Proceedings of The 3rd International Conference on Research in Science, Engineering and Technology
Stochastic Timed Petri Nets Applied to The Purchasing Process: A Case Study in A Large Cosmetics Retailer
Pedro Henrique O. Tocafundo, Gabriela Carline T. Ferreira, Raphael Augusto L. Cunha, Renata Duarte Mellim, Vladimir Alexei Rodrigues Rocha, Luiz Melk de Carvalho, Flávio Henrique Batista de Souza
The purchase process of a large cosmetic and perfumery company is one of the pillars of its existence. When this process is time consuming or has a high concentration of responsibilities on a single manager, the productivity curve of the process can be affected. This fact is aggravated by the new perspectives of work and production due to COVID-19, where a high rate of unemployment and concentration of activities has permeated companies. This work demonstrates the application of the concepts of modelling and simulation, with the application of Stochastic Timed Petri Nets (STPN) as a proposal for efficient management. The first stage of the research consisted of an evaluation of the process in two aspects: the sequence of activities and time and money resources involved.

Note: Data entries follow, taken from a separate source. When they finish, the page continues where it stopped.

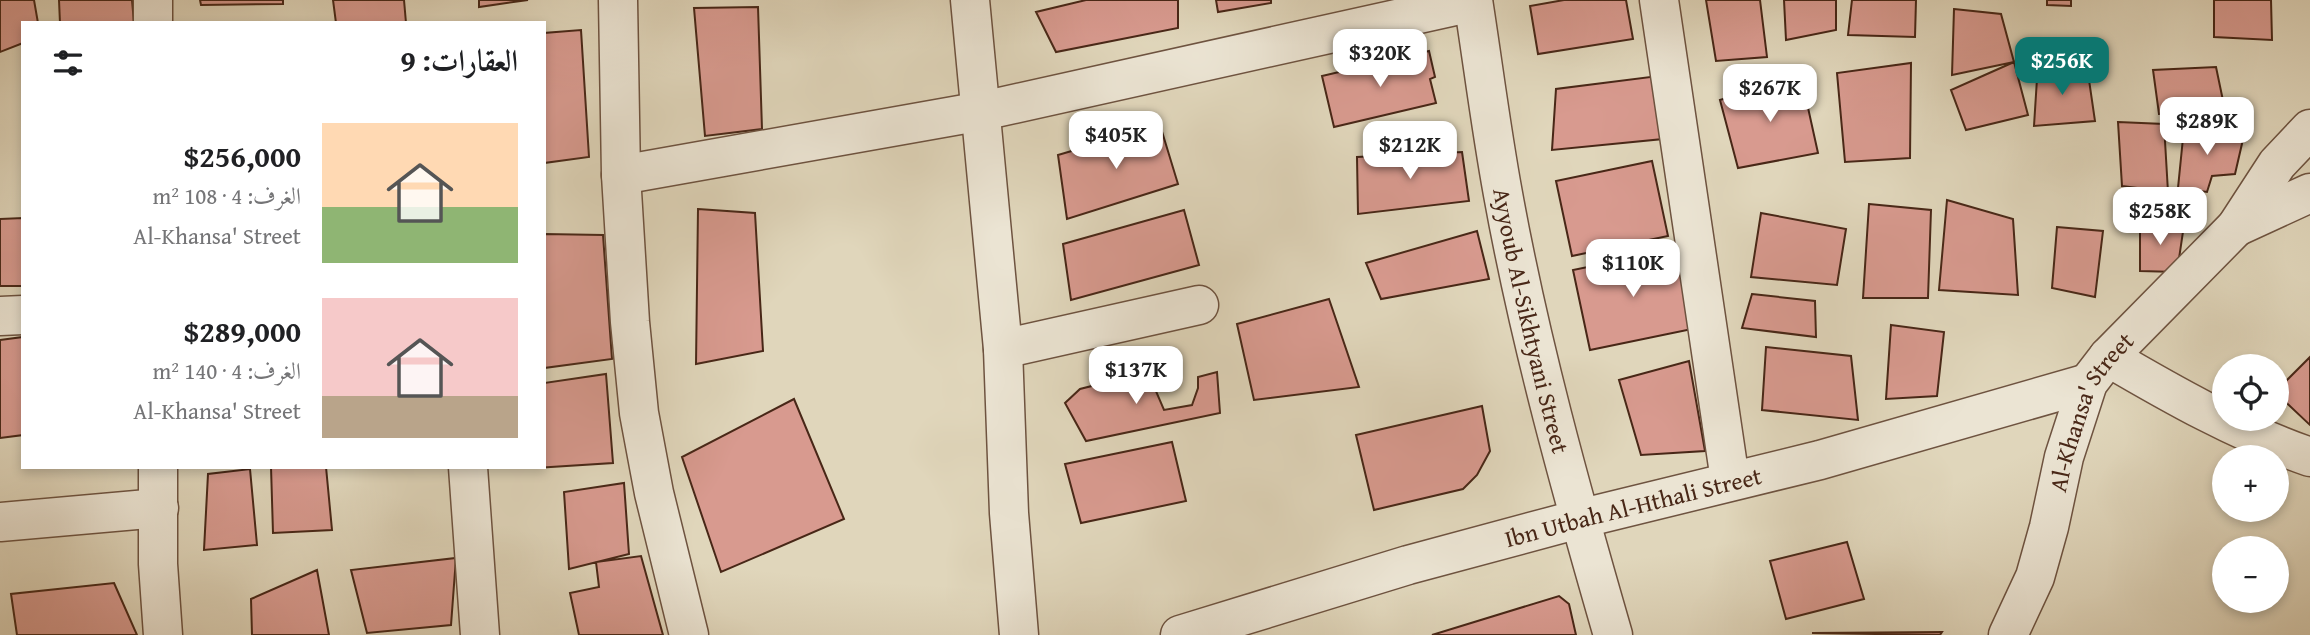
<!DOCTYPE html>
<html lang="ar">
<meta charset="utf-8">
<style>
:root{--surface:#fff;--page:#f6f6f6;--text:#202124;--muted:#757577;--accent:#0f766e}
body{margin:0;font-family:"Gentium Book Plus",Amiri,serif;background:var(--page);color:var(--text);direction:rtl;height:100vh;display:flex;flex-direction:column;font-size:26px;white-space:nowrap}
*{box-sizing:border-box;margin:0}
p{font-size:23px;color:var(--muted)}
.icon{flex:none;width:38px;height:38px;fill:none;stroke:currentColor;stroke-width:2;stroke-linecap:round;stroke-linejoin:round}
.map{position:relative;flex:1;overflow:hidden;direction:ltr}
.drawer{position:absolute;left:21px;top:21px;width:525px;height:448px;display:flex;flex-direction:column;background:var(--surface);border-radius:0px;box-shadow:0 4px 10px #0003;direction:rtl}
.drawer>*{flex:none}
.fabs{position:absolute;left:2212px;top:354px;display:grid;gap:14px}
.fabs a{display:grid;place-items:center;width:77px;height:77px;border-radius:50%;background:var(--surface);box-shadow:0 4px 10px #0003;font-size:35px}
.price{position:absolute;translate:-50% -60px;padding:0 16px;border-radius:14px;background:#fff;color:#222;font-size:23px;line-height:46px;filter:drop-shadow(0 2px 4px #0008)}
.price::after{content:'';position:absolute;left:50%;top:42px;width:21px;height:16px;margin-left:-10px;background:inherit;clip-path:polygon(0 0,100% 0,50% 100%)}
.price.selected{background:var(--accent);color:#fff}
ul{padding:0;list-style:none}
li{display:flex;align-items:center;gap:21px;height:175px;padding:0 28px}
li span{display:grid;place-items:center;flex:none;width:196px;height:140px;border-radius:0px;color:#555}
li>.icon{margin-inline-start:auto}
span .icon{width:84px;height:84px;fill:#fffc;stroke-width:1}
li b{font-size:30px}
h2{display:flex;justify-content:space-between;align-items:center;height:84px;padding:0 28px;font-size:30px}
.map>svg:first-child{display:block}
</style>
<div class="map">
<svg width="2310" height="635" viewBox="0 0 2310 635">
<rect width="100%" height="100%" fill="#e0d6bb"/>
<filter id="stains"><feTurbulence type="fractalNoise" baseFrequency=".00286" numOctaves="4"/><feColorMatrix values="0 0 0 0 .2 0 0 0 0 .09 0 0 0 0 .02 0 0 0 .5 -.17"/></filter>
<radialGradient id="worn" r=".72"><stop offset=".6" stop-color="#630" stop-opacity="0"/><stop offset="1" stop-color="#630" stop-opacity=".3"/></radialGradient>
<!-- building -->
<path fill="#d89a8f" stroke="#482717" stroke-width="2" d="M0,0h34l4,23h-15v20l-23,9z
M59,0h73l2,23h-74z
M200,0h83v4l-82,1z
M333,0h71l2,23h-70z
M479,0h49l-49,7z
M1086,0h92v28l-122,24 -20,-40z
M1216,0h55v3l-53,9z
M1564,0h62l7,39 -95,15 -8,-48z
M1706,0h54l7,57 -51,4z
M1784,0h52v30l-50,10z
M1852,0h64l-1,37 -67,-2z
M2047,0h24v6l-24,-1z
M2214,0h57l1,40 -58,-3z
M758,7l4,122 -57,7 -11,-128z
M1954,9l47,5 13,48 -62,13z
M581,30l8,127 -45,6v-130z
M1429,51l6,26 -5,2 6,24 -102,24 -12,-51z
M2014,62l14,53 -62,15 -15,-40z
M1911,63l-1,95 -65,4 -8,-89z
M2038,63l50,10 7,48 -61,5z
M2216,67l10,48 -67,-1 -6,-44z
M1666,75l7,63 -121,12 4,-61z
M1801,76l17,77 -80,15 -18,-68z
M2118,122l46,2 4,68 -46,-6z
M1160,125l18,59 -111,35 -9,-64z
M2184,128l60,7 -9,39 -23,2 -5,16 -29,-4z
M1462,152l7,49 -111,13 -1,-57z
M1652,161l16,75 -96,20 -16,-75z
M1947,200l66,19 5,76 -79,-5z
M1869,204l62,6 -3,88h-65z
M698,209l57,4 8,138 -67,13z
M1184,210l15,55 -128,35 -8,-56z
M1761,213l85,16 -9,56 -86,-8z
M23,218v68h-23v-67z
M2140,222l44,3 -7,47 -37,-1z
M2057,227l46,4 -8,66 -43,-9z
M1477,231l12,48 -108,20 -15,-36z
M544,234l59,1 9,124 -68,9z
M1676,249l16,80 -102,21 -17,-80z
M1752,294l63,7 1,36 -74,-9z
M1329,299l30,88 -105,13 -17,-76z
M1891,325l53,7 -7,64 -51,3z
M23,337v98l-23,3v-98z
M1766,347l85,9 7,64 -96,-10z
M2310,357v68l-33,-31v-4z
M1689,361l16,90 -64,4 -22,-75z
M1163,368l-11,14 12,28 28,-5 6,-17v-11l19,-5 3,41 -134,28 -21,-38 15,-14z
M606,374l7,89 -78,5 9,-1v-84z
M794,399l50,120 -123,53 -39,-115z
M1482,406l8,45 -13,24 -14,14 -89,21 -18,-75z
M1172,442l14,59 -105,22 -16,-59z
M271,467h55l6,63 -59,3z
M250,469l7,76 -53,5 4,-76z
M624,483l5,71 -60,15 -5,-77z
M1847,542l17,57 -78,20 -16,-58z
M641,556l22,79h-84l-9,-42 29,-6 -3,-25z
M456,558l-5,67 -84,8 -16,-63z
M317,570l12,65h-77l-1,-36z
M114,583l23,52h-120l-6,-41z
M1559,596l10,8 7,31h-144z
M1942,632l-2,3 -128,-2z"/>
<g fill="none" stroke-linecap="round" stroke-linejoin="round">
<!-- minor casing -->
<g stroke="#6e5340" stroke-width="41">
<g id="minor">
<path d="M153,0v23"/>
<path d="M618,0l3,175 9,147 9,91 15,80 35,142"/>
<path d="M970,0l33,349 6,164 10,122"/>
<path id="s1" d="M1473,0c10,64 18,129 30,194 27,149 68,296 110,441"/>
<path d="M1659,0l71,480"/>
<path d="M621,175l361,-64 491,-109"/>
<path d="M2236,227l74,-34"/>
<path d="M0,316l23,-1"/>
<path d="M1003,349l196,-44"/>
<path d="M2108,357c65,38 130,75 202,100"/>
<path d="M158,467v97l5,71"/>
<path d="M468,467l12,168"/>
<path d="M0,522l159,-14"/>
<path id="s2" d="M1180,635l228,-70 171,-46 241,-59 268,-77"/>
<path id="s3" d="M2008,635l27,-58 14,-50 15,-70 24,-74 20,-26 128,-130 41,-63 33,-35"/>
</g>
</g>
<!-- minor -->
<use href="#minor" stroke="#ebe4d3" stroke-width="38"/>
</g>
<g text-anchor="middle" dominant-baseline="central" stroke-width="5" stroke-linejoin="round" paint-order="stroke">
<!-- street labels -->
<g font-size="24" fill="#482717" stroke="#ebe4d3">
<text stroke="none"><textPath href="#s1" startOffset="326">Ayyoub Al-Sikhtyani Street</textPath></text>
<text stroke="none"><textPath href="#s3" startOffset="240">Al-Khansa' Street</textPath></text>
<text stroke="none"><textPath href="#s2" startOffset="471">Ibn Utbah Al-Hthali Street</textPath></text>
</g>
</g>
<rect width="100%" height="100%" filter="url(#stains)"/>
<rect width="100%" height="100%" fill="url(#worn)"/>
</svg>
<div class="fabs">
<a><svg class="icon" aria-label="locate" viewBox="0 0 24 24"><circle cx="12" cy="12" r="6"/><path d="M12 2v4M12 18v4M2 12h4M18 12h4"/></svg></a>
<a>+</a>
<a>−</a>
</div>
<b class="price" style="left:1380px;top:89px">$320K</b>
<b class="price selected" style="left:2062px;top:97px">$256K</b>
<b class="price" style="left:1770px;top:124px">$267K</b>
<b class="price" style="left:2207px;top:157px">$289K</b>
<b class="price" style="left:1116px;top:171px">$405K</b>
<b class="price" style="left:1410px;top:181px">$212K</b>
<b class="price" style="left:2160px;top:247px">$258K</b>
<b class="price" style="left:1633px;top:299px">$110K</b>
<b class="price" style="left:1136px;top:406px">$137K</b>
<section class="drawer">
<h2>العقارات: 9<svg class="icon" aria-label="filters" viewBox="0 0 24 24"><path d="M4 7h16M4 17h16"/><circle cx="9" cy="7" r="2"/><circle cx="15" cy="17" r="2"/></svg></h2>
<ul>
<li><span style="background:linear-gradient(#ffd9b3 60%,#8fb573 0)"><svg class="icon" aria-label="home" viewBox="0 0 24 24"><path d="M3 11l9-7 9 7M6 9v11h12V9"/></svg></span><div><b>$256,000</b><p>الغرف: 4 · 108 m²</p><p>Al-Khansa' Street</p></div></li>
<li><span style="background:linear-gradient(#f6c9c9 70%,#b9a48a 0)"><svg class="icon" aria-label="home" viewBox="0 0 24 24"><path d="M3 11l9-7 9 7M6 9v11h12V9"/></svg></span><div><b>$289,000</b><p>الغرف: 4 · 140 m²</p><p>Al-Khansa' Street</p></div></li>
</ul>
</section>
</div>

The purchasing processes of the company were evaluated for four months at this stage. The second stage demonstrates the application of STPNs to manage the evaluated process. As a result, it was found that the financial values that guide service orders are between R$ 5.00 to R$ 80,000.00 Brazilian reais (totalling approximately R$ 800,000.00 during the analysis period), with service orders that accumulated approximately 120 days of delay for their resolution. In addition, a complete flowchart of the purchase process was developed, which enabled the use of STPNs. A simulator was created with the ability to identify bottlenecks (demonstrating the sectors and managers that need readjustments) and demonstrated proposals with 20% increase in the operational efficiency.
Keywords: Purchasing Process, Stochastic Timed Petri Nets, Retail, Modelling and Simulation, Large Companies.